THE TASK
Could you transcribe every record below exactly, leaving out any pictures?

--- SUPPLIED MATERIAL ---

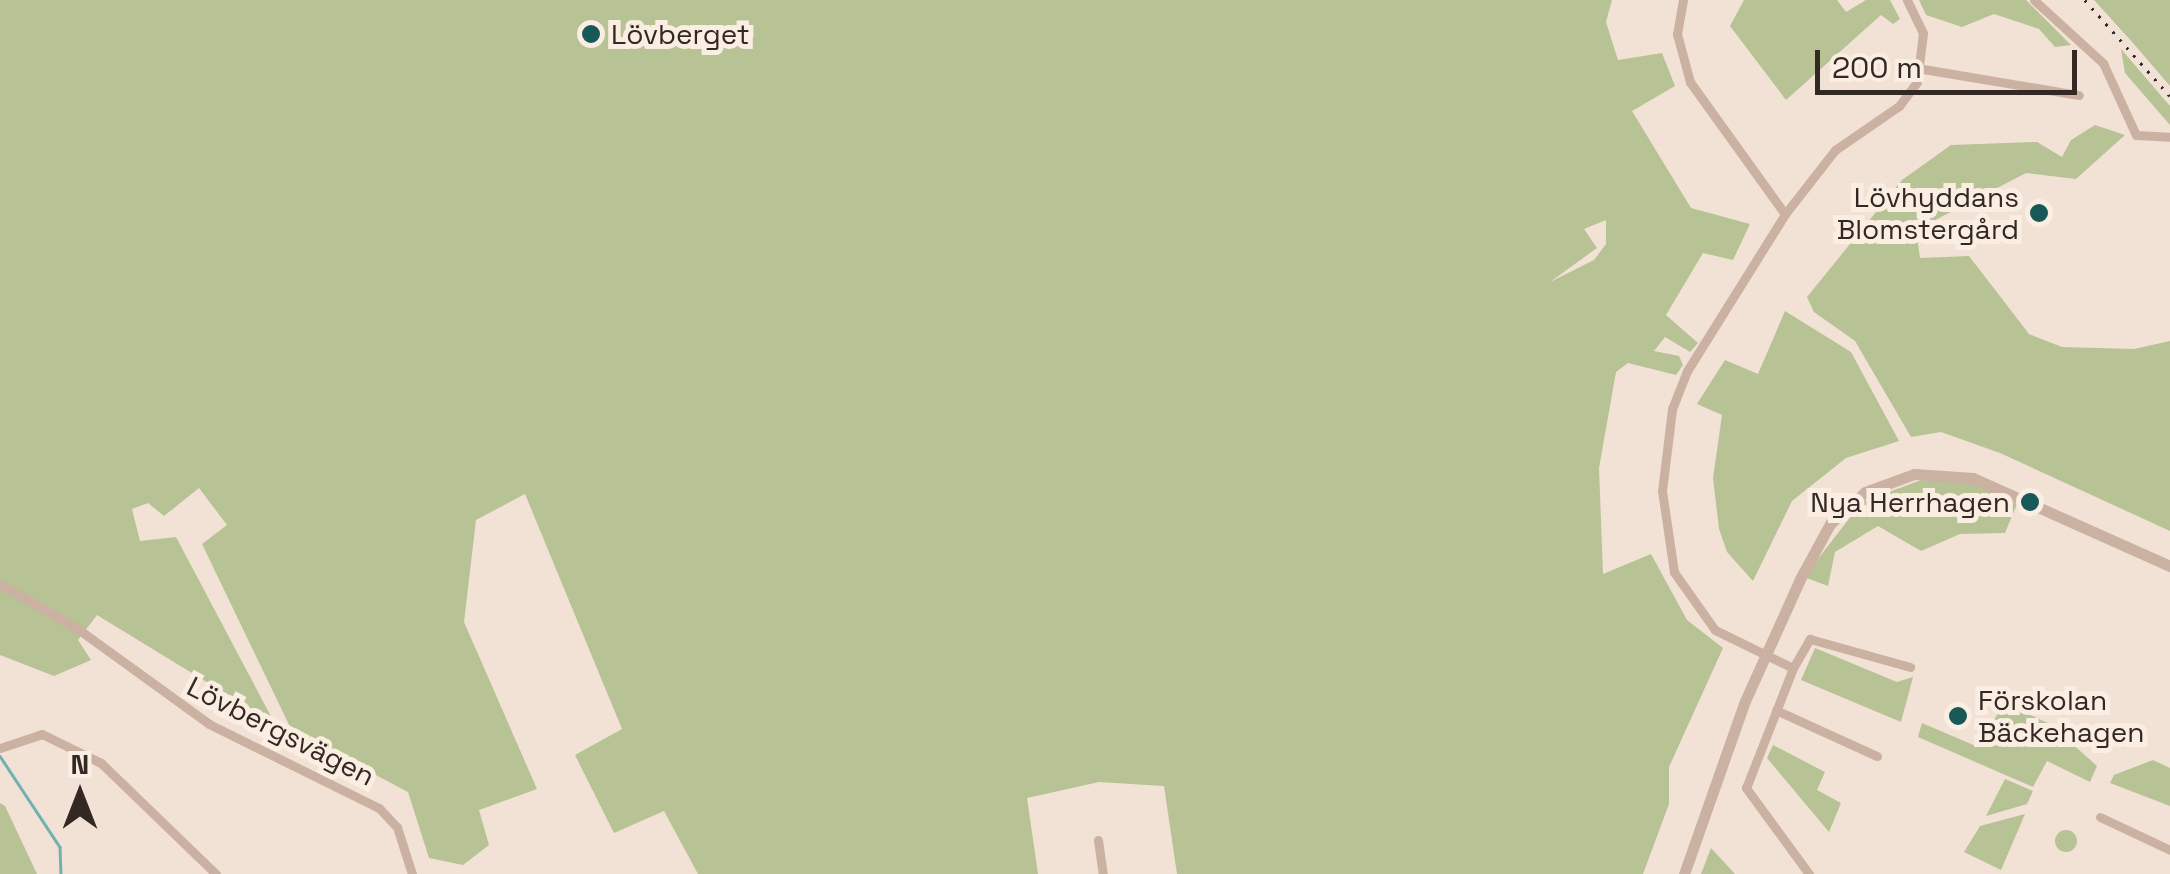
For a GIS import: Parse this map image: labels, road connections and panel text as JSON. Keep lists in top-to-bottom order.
{
  "streets": {
    "street": ["Lövbergsvägen"]
  },
  "places": [
    "Lövberget",
    "Lövhyddans Blomstergård",
    "Nya Herrhagen",
    "Förskolan Bäckehagen"
  ],
  "scale_bar": "200 m",
  "north": "top"
}
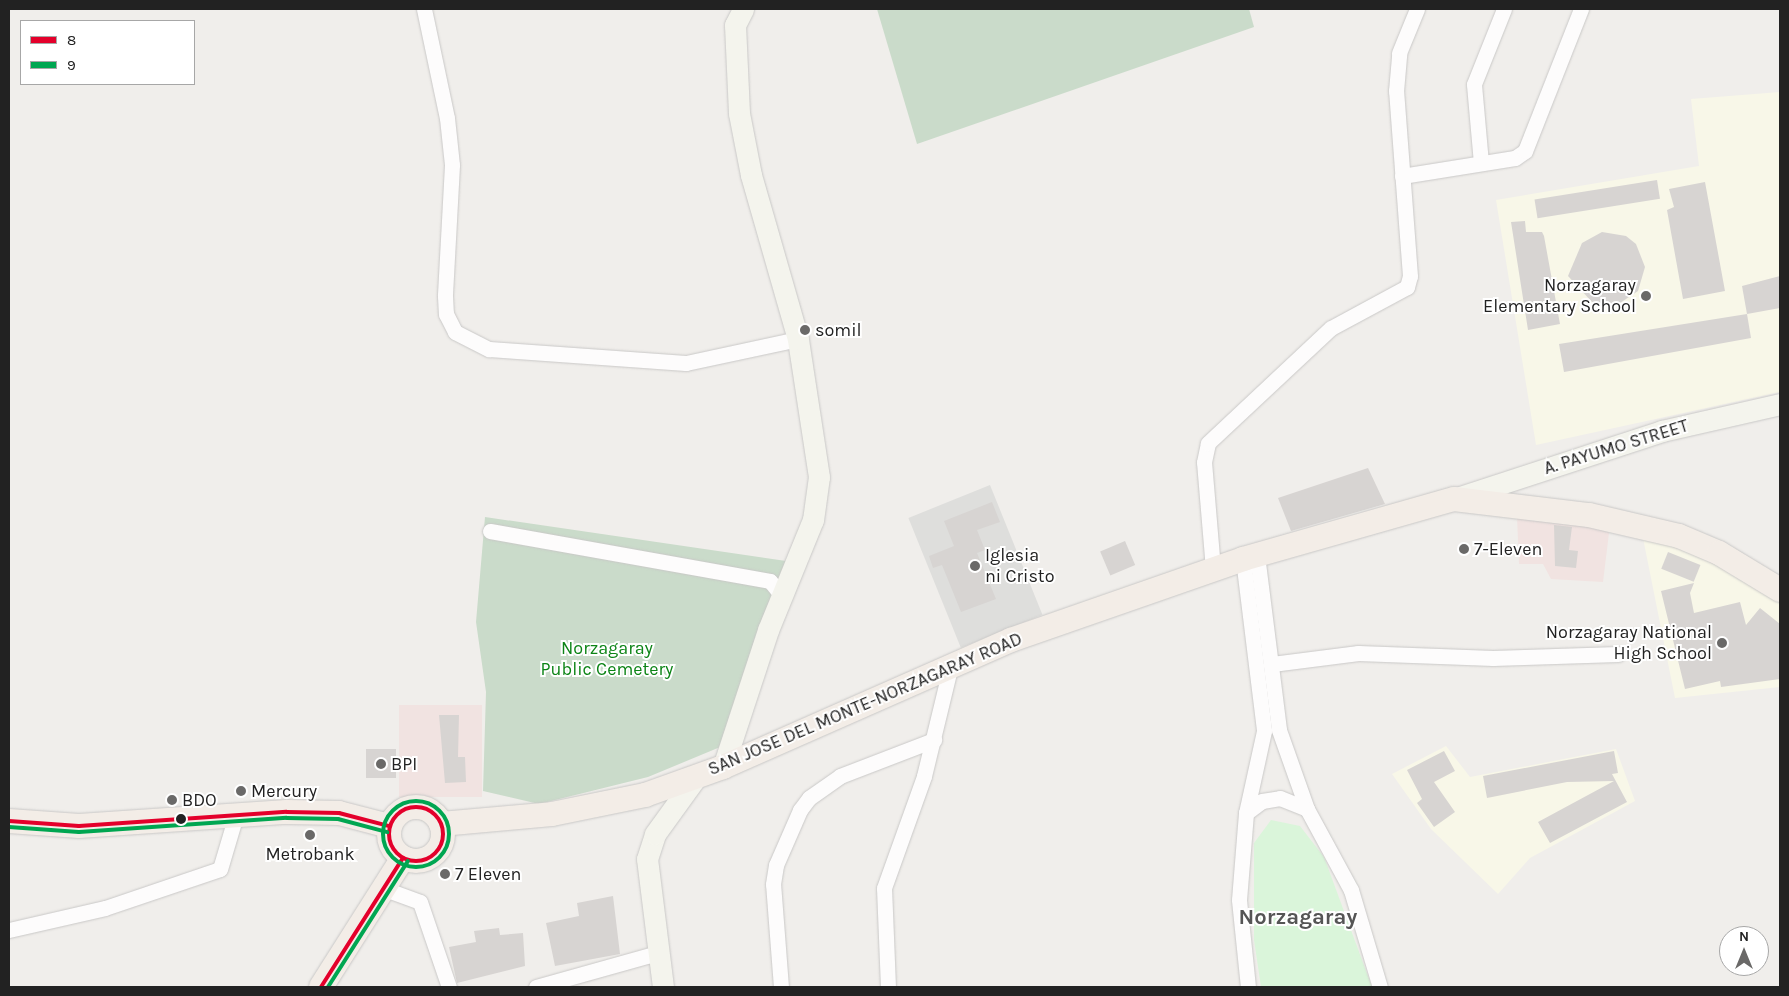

---

EXERCISE SOLUTION
For a GIS import: Parse this map image: labels, road connections and panel text as JSON. Keep lists in top-to-bottom order.
{
  "streets": {
    "street": ["Lövbergsvägen"]
  },
  "places": [
    "Lövberget",
    "Lövhyddans Blomstergård",
    "Nya Herrhagen",
    "Förskolan Bäckehagen"
  ],
  "scale_bar": "200 m",
  "north": "top"
}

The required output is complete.